Look through the entries below and return all lines including the word "Calles".

Records from a data source:
---*---

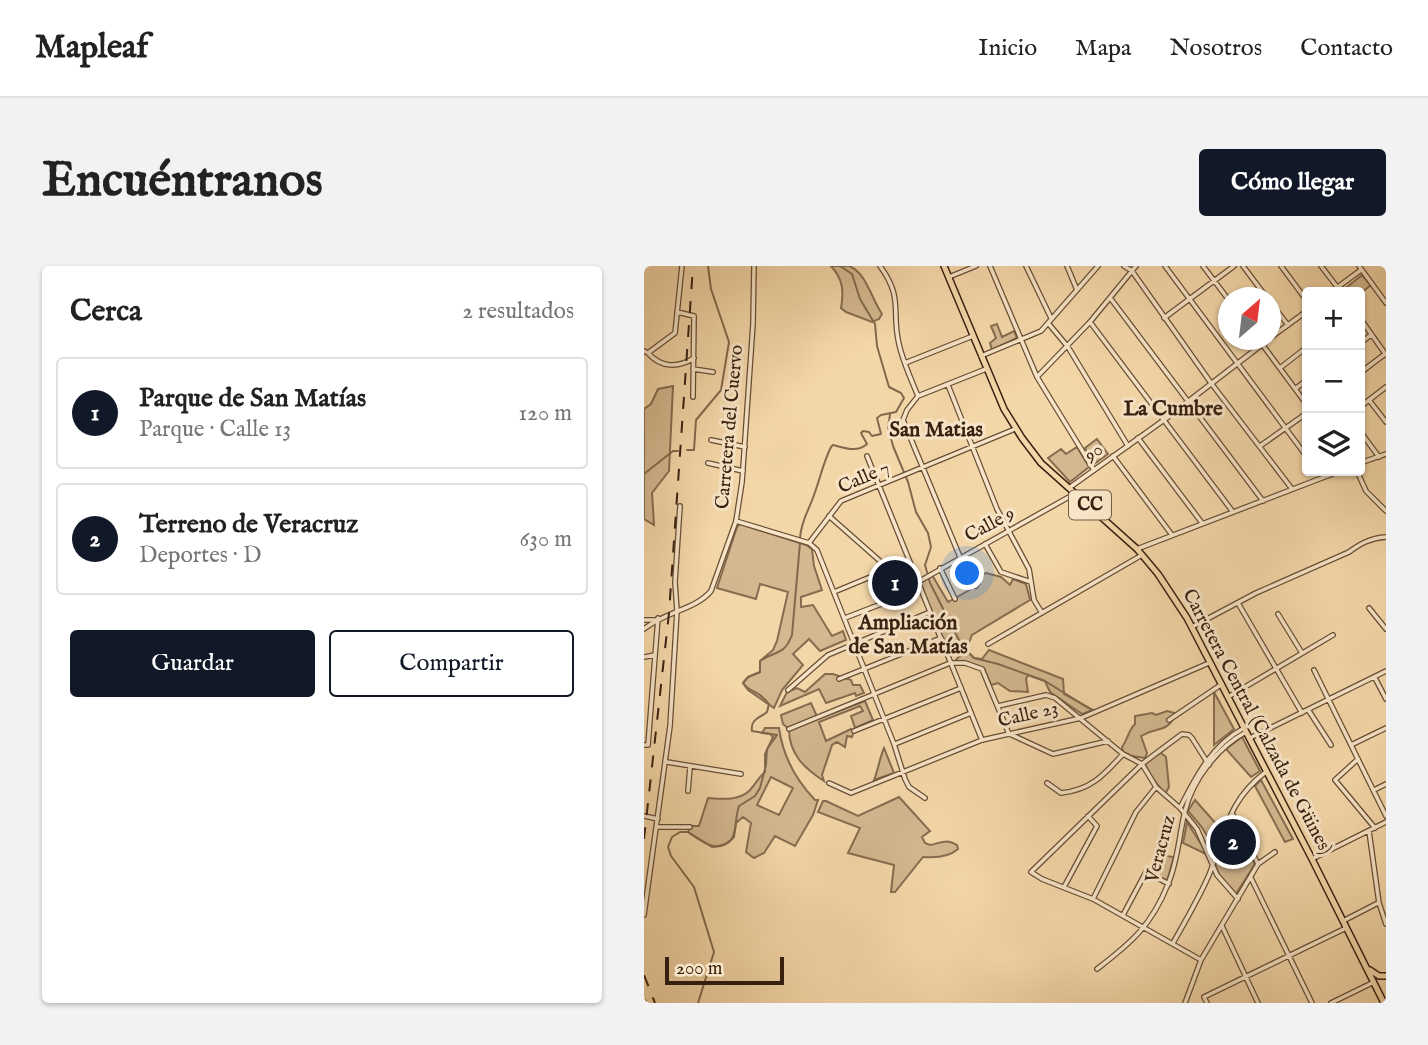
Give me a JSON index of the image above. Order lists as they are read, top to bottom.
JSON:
{
  "streets": {
    "main road": ["CC", "Carretera Central (Calzada de Güines)"],
    "street": [
      "Carretera del Cuervo",
      "90",
      "Calle 7",
      "Calle 9",
      "Calle 23",
      "Veracruz"
    ]
  },
  "crossings": [
    ["90", "Carretera Central (Calzada de Güines)"],
    ["Calle 7", "Carretera Central (Calzada de Güines)"],
    ["Calle 9", "Carretera Central (Calzada de Güines)"],
    ["Calle 23", "Carretera Central (Calzada de Güines)"],
    ["Carretera Central (Calzada de Güines)", "Veracruz"]
  ],
  "districts": ["La Cumbre", "San Matias", "Ampliación de San Matías"],
  "scale_bar": "200 m",
  "north": "top right",
  "page": {
    "header": "Mapleaf",
    "nav": [
      "Inicio",
      "Mapa",
      "Nosotros",
      "Contacto"
    ],
    "buttons": [
      "Cómo llegar",
      ["Guardar", "Compartir"]
    ],
    "title": "Encuéntranos",
    "heading": ["Cerca", "2 resultados"],
    "map_buttons": ["+", "−"],
    "list": [
      {
        "mark": "1",
        "name": "Parque de San Matías",
        "note": "Parque · Calle 13",
        "value": "120 m"
      },
      {
        "mark": "2",
        "name": "Terreno de Veracruz",
        "note": "Deportes · D",
        "value": "630 m"
      }
    ],
    "pins": ["1", "2"],
    "scale": "200 m"
  }
}
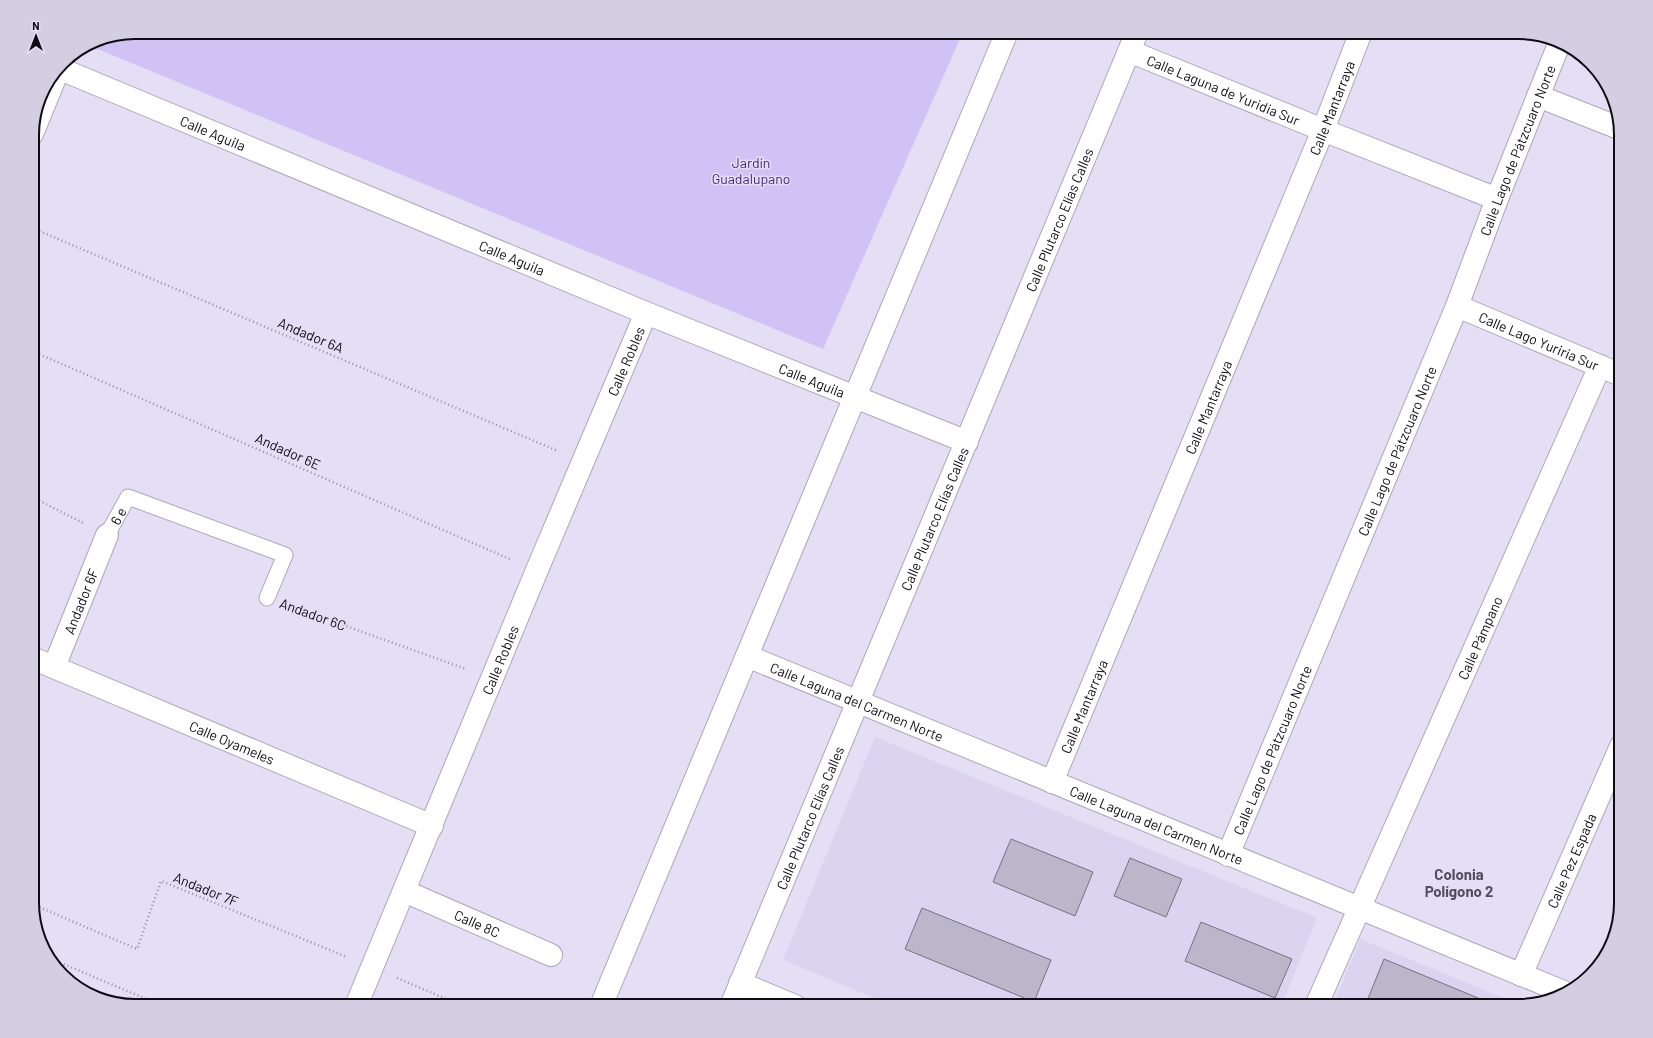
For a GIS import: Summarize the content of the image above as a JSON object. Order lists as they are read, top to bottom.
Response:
{
  "streets": {
    "street": [
      "Calle Laguna de Yuridia Sur",
      "Calle Mantarraya",
      "Calle Aguila",
      "Calle Lago de Pátzcuaro Norte",
      "Calle Plutarco Elías Calles",
      "Calle Lago Yuriria Sur",
      "Calle Robles",
      "Andador 6F",
      "Calle Pámpano",
      "Calle Laguna del Carmen Norte",
      "Calle Oyameles",
      "Calle Pez Espada",
      "Calle 8C"
    ],
    "lane": ["6 e", "Andador 6C"],
    "path": ["Andador 6A", "Andador 6E", "Andador 7F"]
  },
  "crossings": [
    ["Calle Laguna de Yuridia Sur", "Calle Mantarraya"],
    ["Calle Laguna de Yuridia Sur", "Calle Lago de Pátzcuaro Norte"],
    ["Calle Laguna de Yuridia Sur", "Calle Plutarco Elías Calles"],
    ["Calle Mantarraya", "Calle Laguna del Carmen Norte"],
    ["Calle Aguila", "Calle Plutarco Elías Calles"],
    ["Calle Aguila", "Calle Robles"],
    ["Calle Lago de Pátzcuaro Norte", "Calle Lago Yuriria Sur"],
    ["Calle Lago de Pátzcuaro Norte", "Calle Laguna del Carmen Norte"],
    ["Calle Plutarco Elías Calles", "Calle Laguna del Carmen Norte"],
    ["Andador 6A", "Calle Robles"],
    ["Calle Lago Yuriria Sur", "Calle Pámpano"],
    ["Calle Robles", "Andador 6E"],
    ["Calle Robles", "Andador 6C"],
    ["Calle Robles", "Calle Oyameles"],
    ["Calle Robles", "Andador 7F"],
    ["Calle Robles", "Calle 8C"],
    ["6 e", "Andador 6F"],
    ["6 e", "Andador 6C"],
    ["Andador 6F", "Calle Oyameles"],
    ["Calle Pámpano", "Calle Laguna del Carmen Norte"],
    ["Calle Laguna del Carmen Norte", "Calle Pez Espada"]
  ],
  "districts": ["Colonia Polígono 2"],
  "parks": ["Jardín Guadalupano"],
  "north": "top"
}
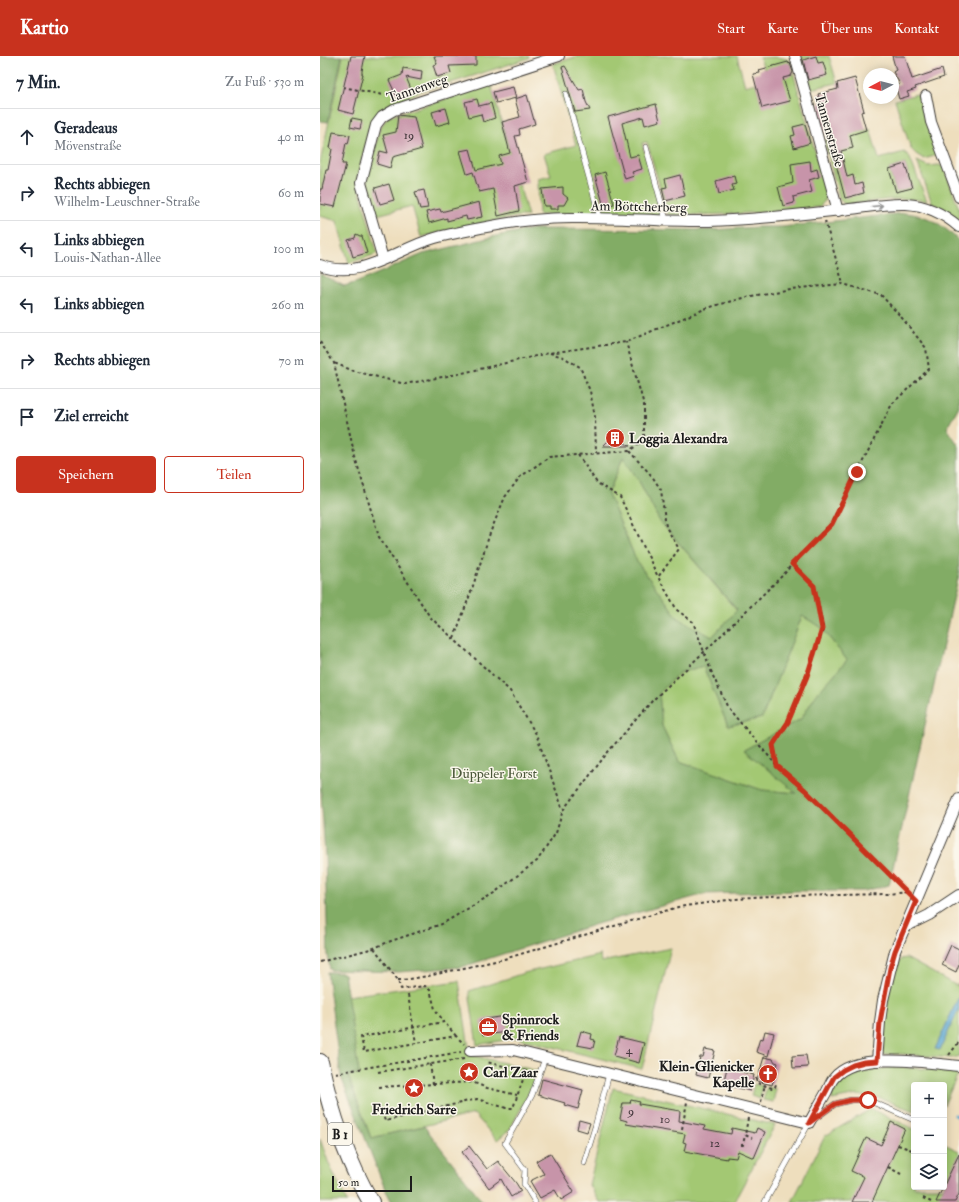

---*---

» **Expected answer**
      "Calle Plutarco Elías Calles",
    ["Calle Laguna de Yuridia Sur", "Calle Plutarco Elías Calles"],
    ["Calle Aguila", "Calle Plutarco Elías Calles"],
    ["Calle Plutarco Elías Calles", "Calle Laguna del Carmen Norte"],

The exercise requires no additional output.